RHS Prothero Lecture — ‘To Do and Be Undone: Enslaved Black Life, Courtship and Marriage in the Antebellum South’

28 July 2023

‘To Do and Be Undone: Enslaved Black Life, Courtship and Marriage in the Antebellum South’

 

 

Professor Brenda E. Stevenson

(University of Oxford)

RHS Prothero Lecture on 5 July 2023

 

 

 

 

Brenda Stevenson’s 2023 Prothero lecture centres on the familial ideals and realities of enslaved Black people in the American South via their courtship and marriages, ritually and experientially. The trope of the missing Black family has lived large in the ambitious research designs of scholars, the critical imagination of the public, and the caustic decisions of policy makers.

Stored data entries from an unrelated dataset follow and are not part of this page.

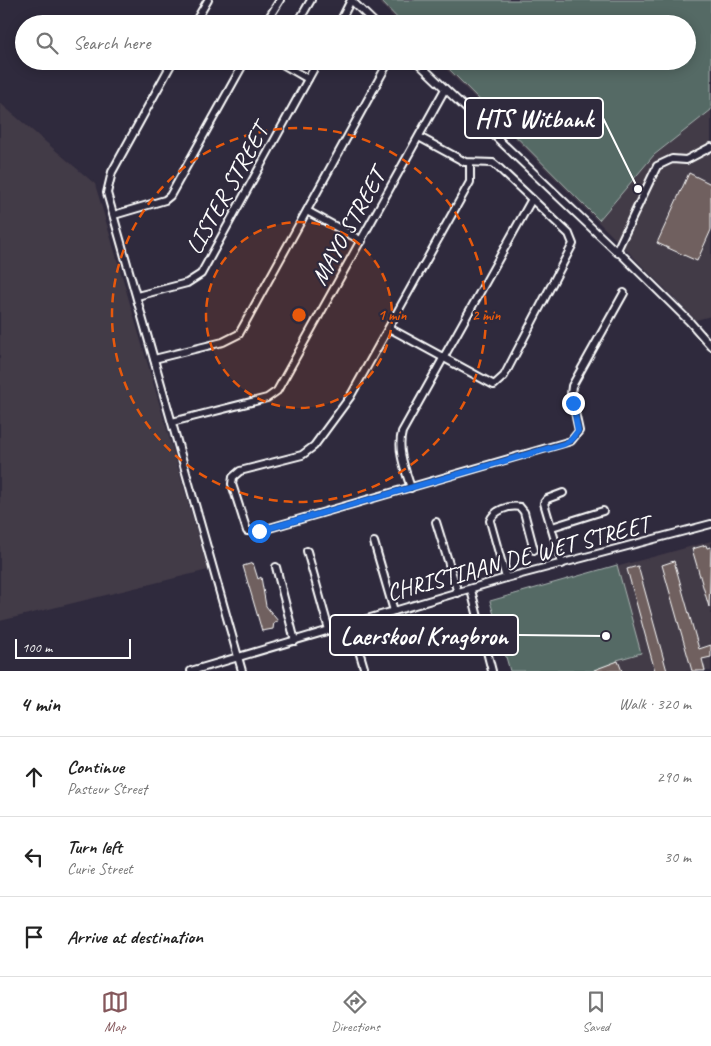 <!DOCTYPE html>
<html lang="en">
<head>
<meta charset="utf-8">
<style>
  body { margin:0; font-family:Caveat,sans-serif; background:#f2f2f2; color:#222 }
  .scale { position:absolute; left:15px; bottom:12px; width:116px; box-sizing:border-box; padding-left:5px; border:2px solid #fff; border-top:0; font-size:14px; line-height:18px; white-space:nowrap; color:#fff; -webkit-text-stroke:4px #2f2a3d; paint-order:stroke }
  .stop { position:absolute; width:15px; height:15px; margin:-11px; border:4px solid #1a73e8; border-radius:50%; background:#fff }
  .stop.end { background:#1a73e8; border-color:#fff; box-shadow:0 1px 5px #0008 }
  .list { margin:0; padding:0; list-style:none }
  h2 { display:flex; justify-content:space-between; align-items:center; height:65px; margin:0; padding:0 20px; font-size:21px }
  h2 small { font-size:16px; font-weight:400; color:#767676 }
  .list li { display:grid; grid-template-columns:32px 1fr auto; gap:15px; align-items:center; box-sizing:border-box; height:80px; padding:0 20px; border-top:1px solid #e0e0e0 }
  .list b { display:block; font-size:19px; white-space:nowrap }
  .list p { margin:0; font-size:16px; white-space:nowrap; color:#767676 }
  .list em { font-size:16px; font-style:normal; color:#767676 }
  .icon { flex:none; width:28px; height:28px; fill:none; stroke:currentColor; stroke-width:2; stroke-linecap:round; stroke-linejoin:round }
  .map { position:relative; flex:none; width:711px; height:671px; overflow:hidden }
  .search { position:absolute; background:#fff; box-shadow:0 2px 12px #0003; left:15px; right:15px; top:15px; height:55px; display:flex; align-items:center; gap:12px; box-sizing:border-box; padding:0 18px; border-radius:28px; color:#767676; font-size:19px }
  .sheet { height:305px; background:#fff }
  nav { display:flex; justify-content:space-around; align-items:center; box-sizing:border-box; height:70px; border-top:1px solid #e0e0e0; background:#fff; font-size:14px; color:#767676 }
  nav a { display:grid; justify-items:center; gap:2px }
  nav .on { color:#85585c }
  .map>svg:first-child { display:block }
  .built { fill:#423a47 }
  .green { fill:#546a65; stroke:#aab4b2 }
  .building { fill:#70615e; stroke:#fff }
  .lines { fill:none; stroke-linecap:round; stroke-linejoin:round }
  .street-casing { stroke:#fff; stroke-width:10 }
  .street { stroke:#2f2a3d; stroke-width:6 }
  .route { stroke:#1a73e8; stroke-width:6 }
  .ring { fill:none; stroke:#e8590c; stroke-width:2.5; stroke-dasharray:9 6 }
  .labels { text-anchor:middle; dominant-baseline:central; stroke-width:4.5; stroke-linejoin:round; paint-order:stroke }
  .street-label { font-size:24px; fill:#fff; stroke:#2f2a3d }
  .centre { fill:#e8590c; stroke:#2f2a3d; stroke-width:2.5 }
  .ring-label { font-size:15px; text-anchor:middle; font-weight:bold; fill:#e8590c; stroke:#2f2a3d; stroke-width:4.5; stroke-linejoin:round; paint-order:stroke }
  .leader { fill:none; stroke:#fff; stroke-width:2 }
  .callout-dot { fill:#fff; stroke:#2f2a3d; stroke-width:2 }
  .callout { fill:#2f2a3d; stroke:#fff; stroke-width:2 }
  .callout-label { font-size:25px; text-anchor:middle; font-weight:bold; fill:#fff }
</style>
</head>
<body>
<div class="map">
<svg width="711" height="671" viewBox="0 0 711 671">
  <rect width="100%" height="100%" fill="#2f2a3d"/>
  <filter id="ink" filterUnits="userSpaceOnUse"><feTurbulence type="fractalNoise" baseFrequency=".02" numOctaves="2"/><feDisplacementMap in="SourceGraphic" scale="10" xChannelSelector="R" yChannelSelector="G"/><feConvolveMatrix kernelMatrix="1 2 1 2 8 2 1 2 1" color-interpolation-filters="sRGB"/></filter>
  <g filter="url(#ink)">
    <g class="built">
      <path d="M377,0h334v316l-15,4 -258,-259h249v-37h-287z"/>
      <path d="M0,103l95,81 113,386 -208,51z"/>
      <path d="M711,541v130h-201l-19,-70z"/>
    </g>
    <g class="green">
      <path d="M380,0h331v110l-57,45 -55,65 -158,-159h246v-37h-284z"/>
      <path d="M617,565l24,88 -24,7 3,11h-110l-20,-70z"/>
    </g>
    <g class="building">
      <path d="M689,173l22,11v46l-14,31 -40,-18z"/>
      <path d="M706,545l1,3 4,-1 -2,60 -17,-58z"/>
      <path d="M674,561l25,88 12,-4v12l-9,2 3,12h-13l-30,-106z"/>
      <path d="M253,563l5,16 3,-2 5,29 12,15 -4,1 -1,7 -11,2 -19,-65z"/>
      <path d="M638,566l29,105h-12l-28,-102z"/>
      <path d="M618,661l4,10h-28v-1z"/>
    </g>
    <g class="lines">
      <defs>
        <g id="street">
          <path d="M351,0l25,24"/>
          <path d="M194,24l14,-24"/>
          <path d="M265,24l15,-24"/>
          <path d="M297,24l14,-24"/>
          <path d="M339,24l12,-24"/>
          <path d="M173,61l-61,111 -5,21 135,478"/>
          <path d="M277,61l31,18"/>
          <path d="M416,61l202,192"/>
          <path d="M711,147l-25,13 -14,-1 -15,7 -40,84 72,71 22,25"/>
          <path d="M470,163v19l-120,215 -36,49 -12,9 -62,16 -7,6 -1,7 15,47h12l312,-90 8,-10 -8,-37 1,-8 52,-93"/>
          <path d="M307,211l55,30"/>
          <path d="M114,215l51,-15 5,-4 75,-135"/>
          <path d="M137,296l50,-13 14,-9 117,-213"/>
          <path d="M389,328l105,57 10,-9 69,-132 -4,-10 -70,-66 -6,-5 -28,-1 -46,-25"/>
          <path d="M154,359l69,-17 16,-8 150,-273"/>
          <path d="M172,422l95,-24 10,-7 168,-302"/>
          <path d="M411,488c-6,-19 -14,-37 -9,-56l130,-233"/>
          <path d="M436,522l22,71"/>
          <path d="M552,527l51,-16"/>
          <path d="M374,542l20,69"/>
          <path d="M307,551l22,79"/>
          <path d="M562,564l-18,-61 3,-4 16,-6"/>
          <path d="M276,567l19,74"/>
          <path d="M506,578l-16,-57c4,-11 19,-16 30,-14l4,5 10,38"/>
          <path d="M471,590l21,81"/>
          <path d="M351,624l14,47"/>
          <path d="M191,671l315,-93 205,-54"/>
        </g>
      </defs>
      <use href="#street" class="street-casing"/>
      <use href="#street" class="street"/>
    </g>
  </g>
  <g class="lines" filter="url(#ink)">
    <path class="route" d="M259,531l305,-87 7,-4 7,-9 -5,-28"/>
  </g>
  <circle cx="299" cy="315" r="93" fill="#e8590c" fill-opacity=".12"/>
  <g class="ring">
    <circle cx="299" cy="315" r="93"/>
    <circle cx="299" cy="315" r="187"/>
  </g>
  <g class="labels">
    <g class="street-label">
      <text transform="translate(227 189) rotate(-61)">LISTER STREET</text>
      <text transform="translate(348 227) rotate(-61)">MAYO STREET</text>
      <text transform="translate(518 558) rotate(-15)">CHRISTIAAN DE WET STREET</text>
    </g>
  </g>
  <circle cx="299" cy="315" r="8" class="centre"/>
  <g class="ring-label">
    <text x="392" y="320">1 min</text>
    <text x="486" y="320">2 min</text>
  </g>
  <path class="leader" d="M638 189L603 118M606 636L518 635"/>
  <g class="callout-dot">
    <circle cx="638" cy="189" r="5"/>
    <circle cx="606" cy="636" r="5"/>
  </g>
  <g class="callout">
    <rect x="465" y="98" width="138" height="40" rx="5"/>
    <rect x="330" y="615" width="188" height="40" rx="5"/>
  </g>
  <g class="callout-label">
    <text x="534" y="127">HTS Witbank</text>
    <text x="424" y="644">Laerskool Kragbron</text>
  </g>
</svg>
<div class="scale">100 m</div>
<div class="stop" style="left:259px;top:531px"></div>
<div class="stop end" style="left:573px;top:403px"></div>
<div class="search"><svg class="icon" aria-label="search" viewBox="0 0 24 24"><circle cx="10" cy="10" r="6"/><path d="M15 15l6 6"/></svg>Search here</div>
</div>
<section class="sheet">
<h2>4 min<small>Walk · 320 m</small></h2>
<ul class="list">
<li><svg class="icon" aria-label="ahead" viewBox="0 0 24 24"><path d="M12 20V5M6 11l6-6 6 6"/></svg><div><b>Continue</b><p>Pasteur Street</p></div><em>290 m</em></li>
<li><svg class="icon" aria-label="left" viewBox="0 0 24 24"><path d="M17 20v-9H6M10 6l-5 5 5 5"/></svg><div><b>Turn left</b><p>Curie Street</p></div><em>30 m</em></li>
<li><svg class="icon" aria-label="arrive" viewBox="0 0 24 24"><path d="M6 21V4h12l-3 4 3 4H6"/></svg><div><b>Arrive at destination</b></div></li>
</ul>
</section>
<nav>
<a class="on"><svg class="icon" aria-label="map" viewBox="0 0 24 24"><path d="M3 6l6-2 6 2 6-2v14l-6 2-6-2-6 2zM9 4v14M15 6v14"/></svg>Map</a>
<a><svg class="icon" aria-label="directions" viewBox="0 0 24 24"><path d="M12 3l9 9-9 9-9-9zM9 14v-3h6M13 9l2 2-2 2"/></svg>Directions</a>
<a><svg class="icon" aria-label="saved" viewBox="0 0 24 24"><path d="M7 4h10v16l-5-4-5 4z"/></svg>Saved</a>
</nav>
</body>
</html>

The reality, however, is that even through the pain and loss brought on by centuries of slavery and systemic racialised inequalities of all sorts, Black people wanted and were able to create family ties that fostered humanity, assured survival, and even undergird post-emancipation progress across the generations.

The lecture describes and analyses courtship/romantic attitudes and behaviours, the traits that adults desired and despised in a partner, the negotiations with family and captors regarding one’s choice for a spouse, and the various kinds of ceremonies (or not) that signified one’s marital commitments.